Construction legal experts debate the highly controversial subject of mandatory cost budgeting

Rolls Building

The Rolls Building, home of the TCC. Could mandatory cost budgeting affect its international standing?


By all accounts the size of the response – 68 written submissions - and strength of feeling engendered by the Civil Procedure Rules Committee’s (CPRC) recent consultation into the future application of mandatory cost budgeting and management within the specialist civil courts seems to have come as something of a surprise to the powers that be.

By mid-October we should know how the CPRC intends to proceed in the light of the recommendations of the sub-committee tasked to conduct the consultation earlier this summer which was chaired by Mr Justice Coulson.

Mandatory cost budgeting and management, to be contrasted with the discretionary regime which it has replaced, was introduced into civil courts on 1 April this year. It has proved highly controversial. This consultation focused on whether the current exemptions from these rules – for allCommercial Court cases and in the other specialist courts such as the Technology and Construction Court (TCC) for cases worth more than £2m – should be swept aside.

It is impossible to accurately predict costs at the outset. Forcing people to try will result, if anything, in driving litigation costs upward

Our position is somewhat more radical. We believe that clients’ interests would be best served by making cost budgeting discretionary across the board no matter the “value” of the case that might be calculated. It is not that we are against cost control. On the contrary, cost control and proportionality are essential in litigation.

We accept that in some parts of the court system there is a need for draconian intervention of this sort. However, in the absence of any evidence to show otherwise - and we are aware of no such evidence - we do not believe there is a need for it in the specialist courts such as the TCC.

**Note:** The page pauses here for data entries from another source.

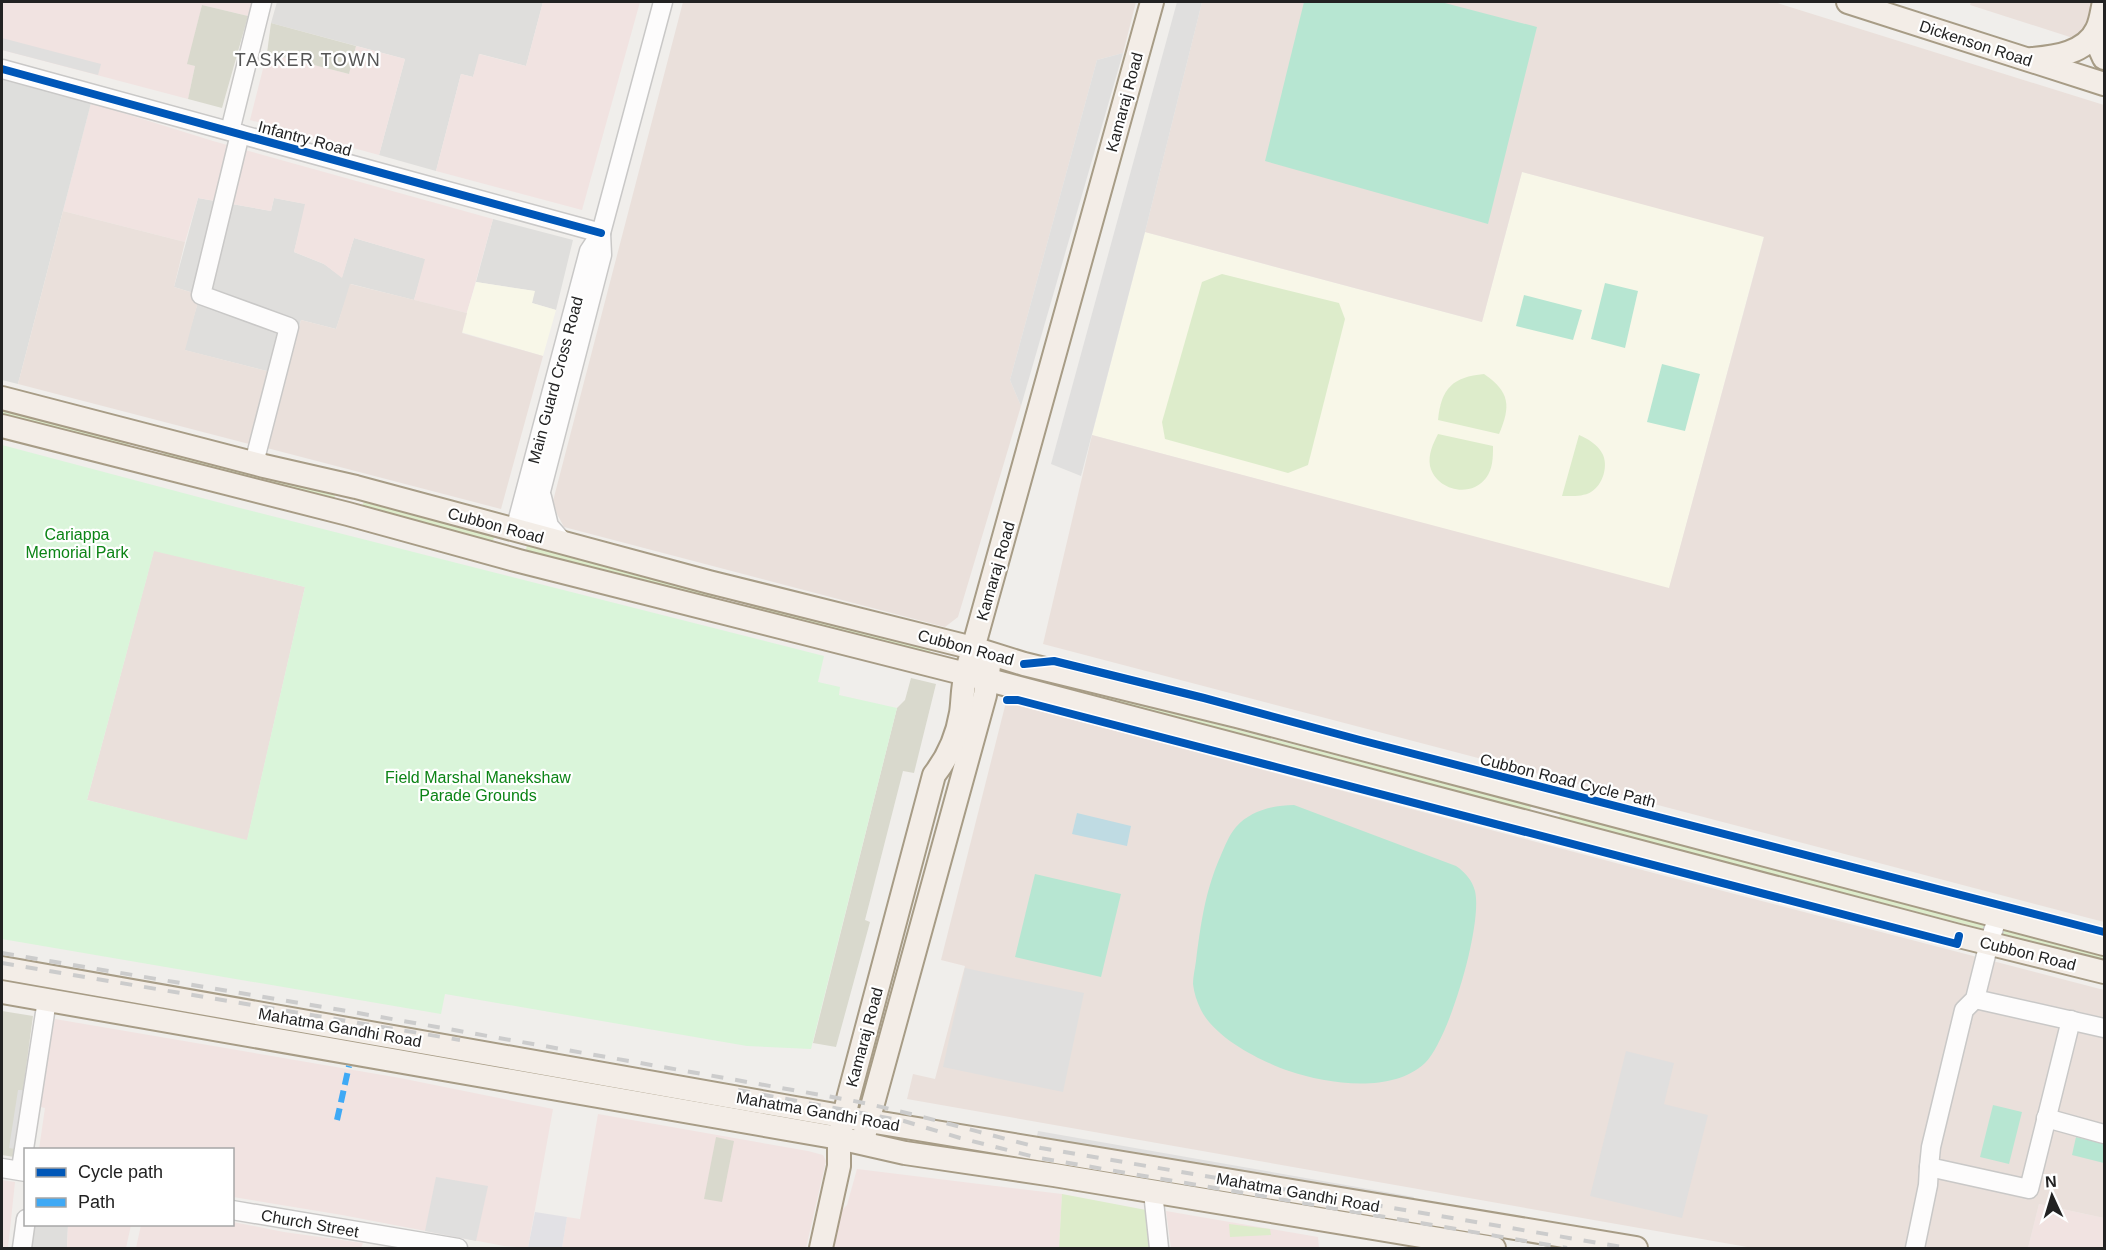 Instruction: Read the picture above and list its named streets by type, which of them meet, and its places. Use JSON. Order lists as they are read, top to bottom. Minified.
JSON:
{"streets":{"main road":["Dickenson Road","Kamaraj Road","Cubbon Road","Mahatma Gandhi Road"],"street":["Infantry Road","Main Guard Cross Road","Church Street"],"cycle path":["Cubbon Road Cycle Path"]},"crossings":[["Kamaraj Road","Cubbon Road"],["Kamaraj Road","Mahatma Gandhi Road"],["Infantry Road","Main Guard Cross Road"],["Main Guard Cross Road","Cubbon Road"]],"districts":["TASKER TOWN"],"parks":["Cariappa Memorial Park","Field Marshal Manekshaw Parade Grounds"],"legend":["Cycle path","Path"],"north":"top"} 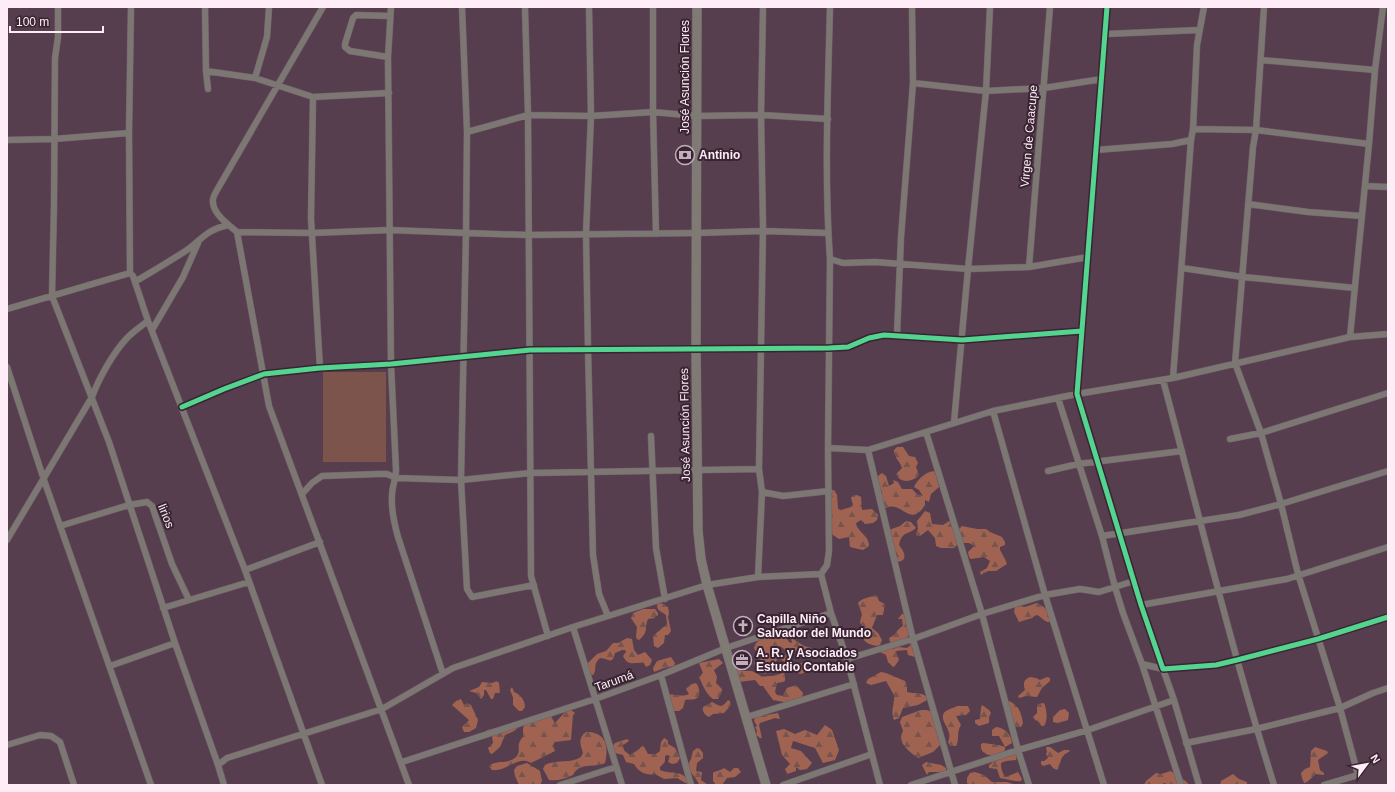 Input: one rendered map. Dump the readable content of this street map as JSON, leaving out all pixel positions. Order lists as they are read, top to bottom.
{
  "streets": {
    "street": [
      "José Asunción Flores",
      "Virgen de Caacupe",
      "lirios",
      "Tarumá"
    ]
  },
  "crossings": [
    ["José Asunción Flores", "Tarumá"]
  ],
  "places": {
    "bank": ["Antinio"],
    "church": ["Capilla Niño Salvador del Mundo"],
    "office": ["A. R. y Asociados Estudio Contable"]
  },
  "scale_bar": "100 m",
  "north": "top right"
} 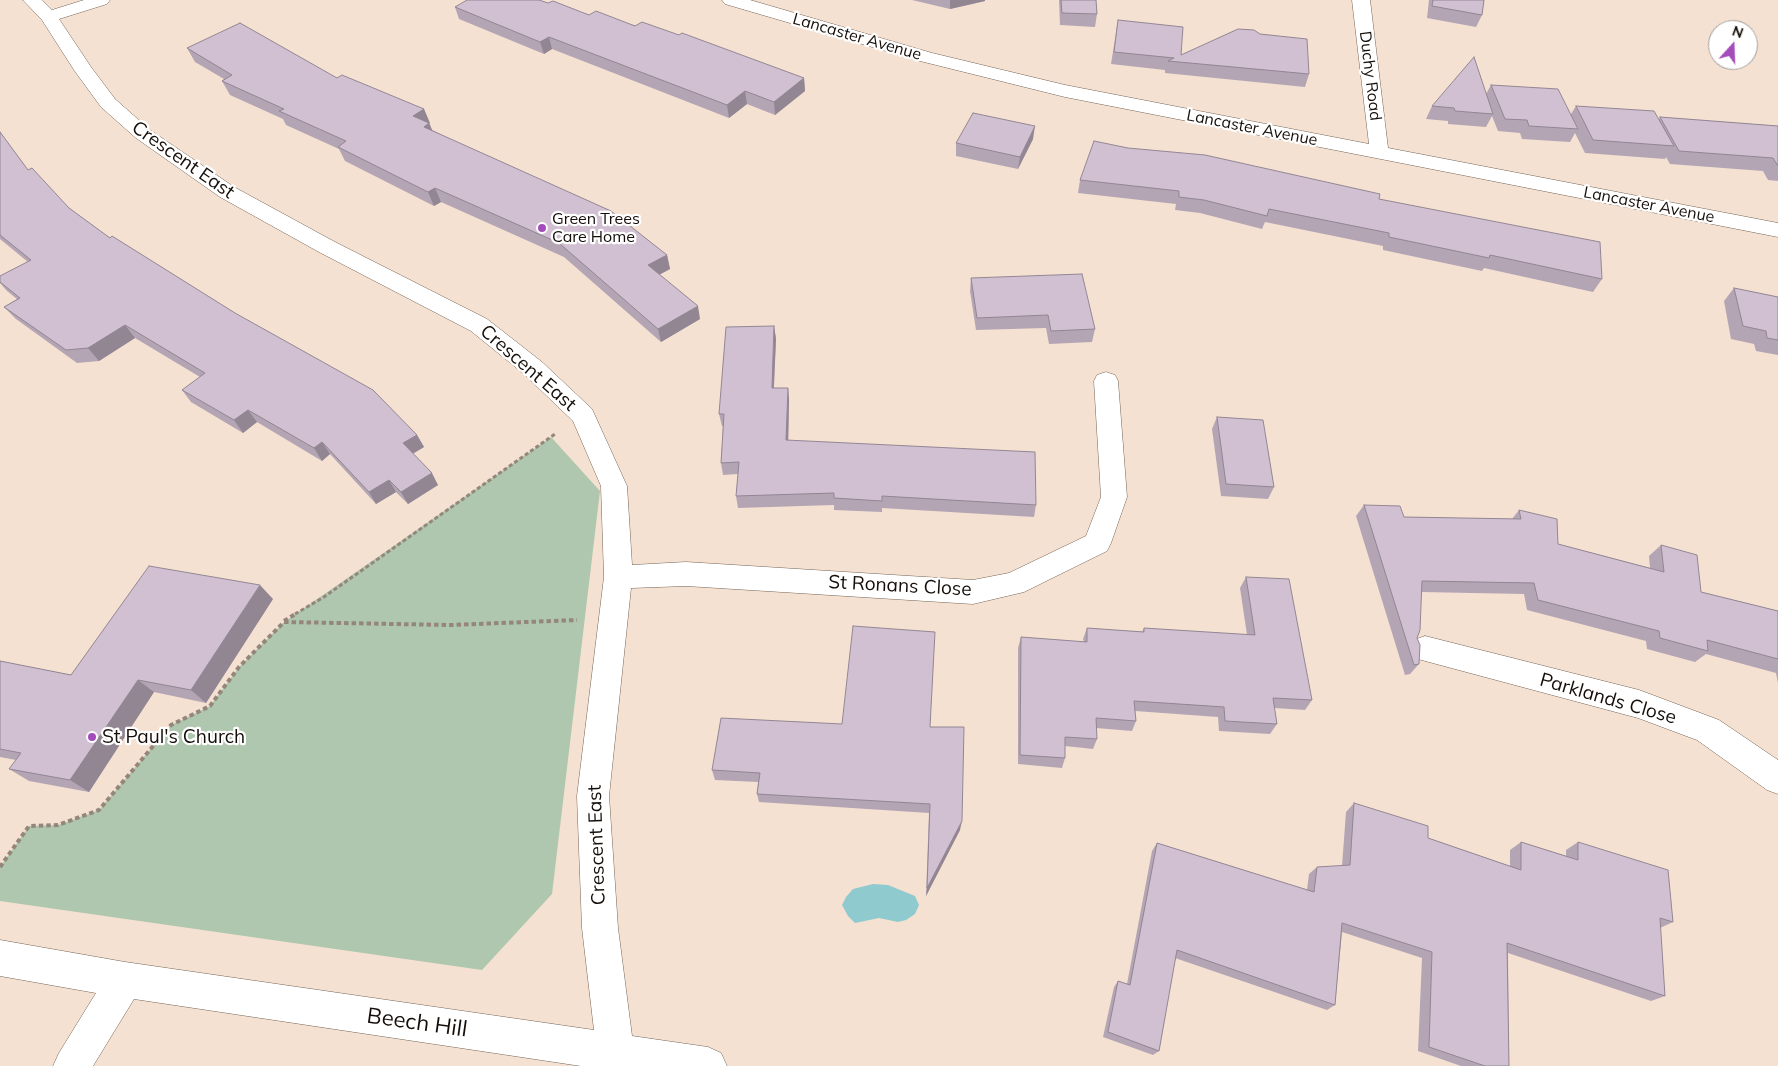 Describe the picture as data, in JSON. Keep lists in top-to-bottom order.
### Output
{
  "streets": {
    "street": [
      "Lancaster Avenue",
      "Duchy Road",
      "Crescent East",
      "St Ronans Close",
      "Parklands Close",
      "Beech Hill"
    ]
  },
  "crossings": [
    ["Lancaster Avenue", "Duchy Road"],
    ["Crescent East", "St Ronans Close"],
    ["Crescent East", "Beech Hill"]
  ],
  "places": ["Green Trees Care Home", "St Paul's Church"],
  "north": "top"
} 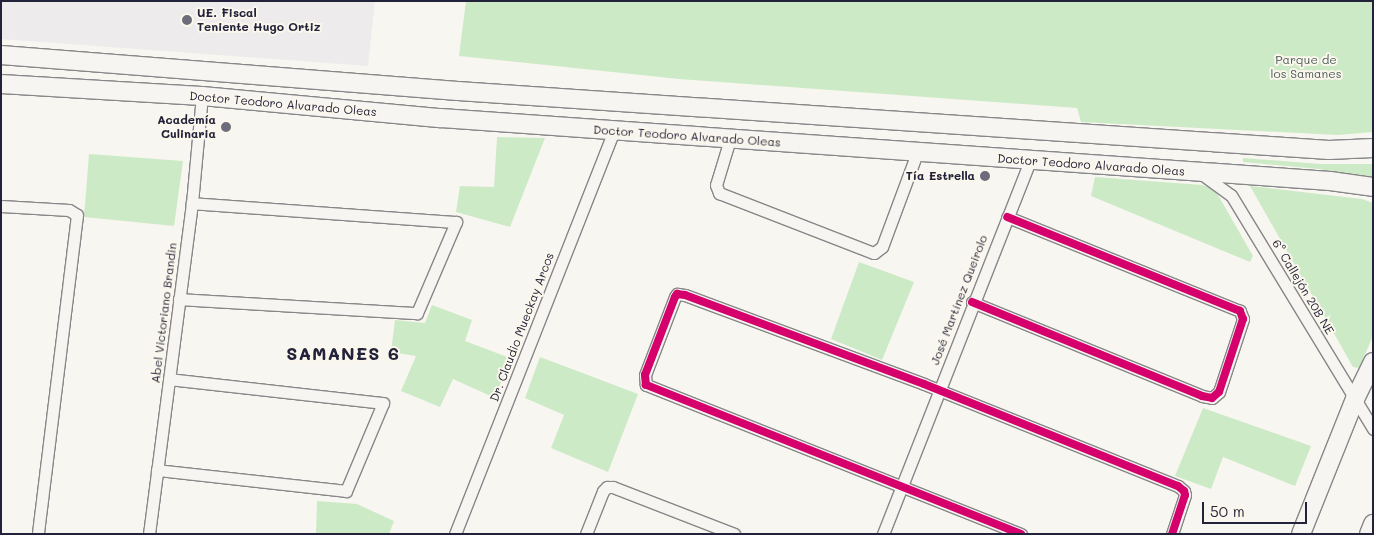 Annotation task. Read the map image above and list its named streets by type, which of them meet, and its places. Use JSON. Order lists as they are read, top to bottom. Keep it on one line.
{"streets":{"main road":["Doctor Teodoro Alvarado Oleas"],"street":["6° Callejón 20B NE","José Martínez Queirolo","Abel Victoriano Brandin","Dr. Claudio Mueckay Arcos"]},"crossings":[["Doctor Teodoro Alvarado Oleas","6° Callejón 20B NE"],["Doctor Teodoro Alvarado Oleas","José Martínez Queirolo"],["Doctor Teodoro Alvarado Oleas","Abel Victoriano Brandin"],["Doctor Teodoro Alvarado Oleas","Dr. Claudio Mueckay Arcos"]],"districts":["SAMANES 6"],"parks":["Parque de los Samanes"],"places":["UE. Fiscal Teniente Hugo Ortiz","Academía Culinaria","Tía Estrella"],"scale_bar":"50 m"}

There are a number of reasons for this. First, solicitors are already under strict rules to provide cost budgets to their clients. Second, it has for some time been normal practice within the TCC for budgets to be provided to the court early in the litigation and the court has extensive powers over costs including the power to cap them. Finally, most litigants in the TCC are companies sophisticated enough to ensure that they receive appropriate protection in this connection.

Our main concerns with the new regime are as follows:

  • The expression “budget” is a misnomer for the imposition of a fixed cap on the costs that can be recovered from the other side. Any estimator will tell you that is more akin to fixing the price than setting a budget. Yes, that figure can be varied, but only with the court’s permission in very limited circumstances.
  • It only makes sense to proceed with a fixed price if you are able to quantify the risks and have control over delivery of the service. In complicated litigation, involving numerous witnesses and experts, it is impossible to accurately predict costs at the outset. Forcing people to try is going to result, if anything, in driving litigation costs upward.
  • No-one really knows how much compliance with this new regime is going to add to litigation costs. To produce the sort of detail that is being required is going to absorb a lot of senior lawyer time at a considerable cost to the client and will also mean protracted hearings with the judge working through those details from beginning to end. Do we really want our valuable specialist judges spending their time checking cost budgets rather than trying cases?
  • Since the budget is directed at recoverable costs and not actual costs, it is hard to see how it can really do much to control litigation costs as such. What it will do is to focus everyone’s attention on the gap between those figures, the irrecoverable costs, from the outset and this is likely to cause tension between the client and its legal team and affect control and strategy. The primary driver in terms of strategy will become the judge’s red pen and calculator.

These are just some of the reasons why we have urged the senior judiciary to give the specialist courts a blanket exemption from these rules. We simply do not see the need for this sort of intervention and there is no evidence to justify it. When you have a perfectly satisfactory system why change it, particularly when doing so simply compounds the problem which you are seeking to eliminate.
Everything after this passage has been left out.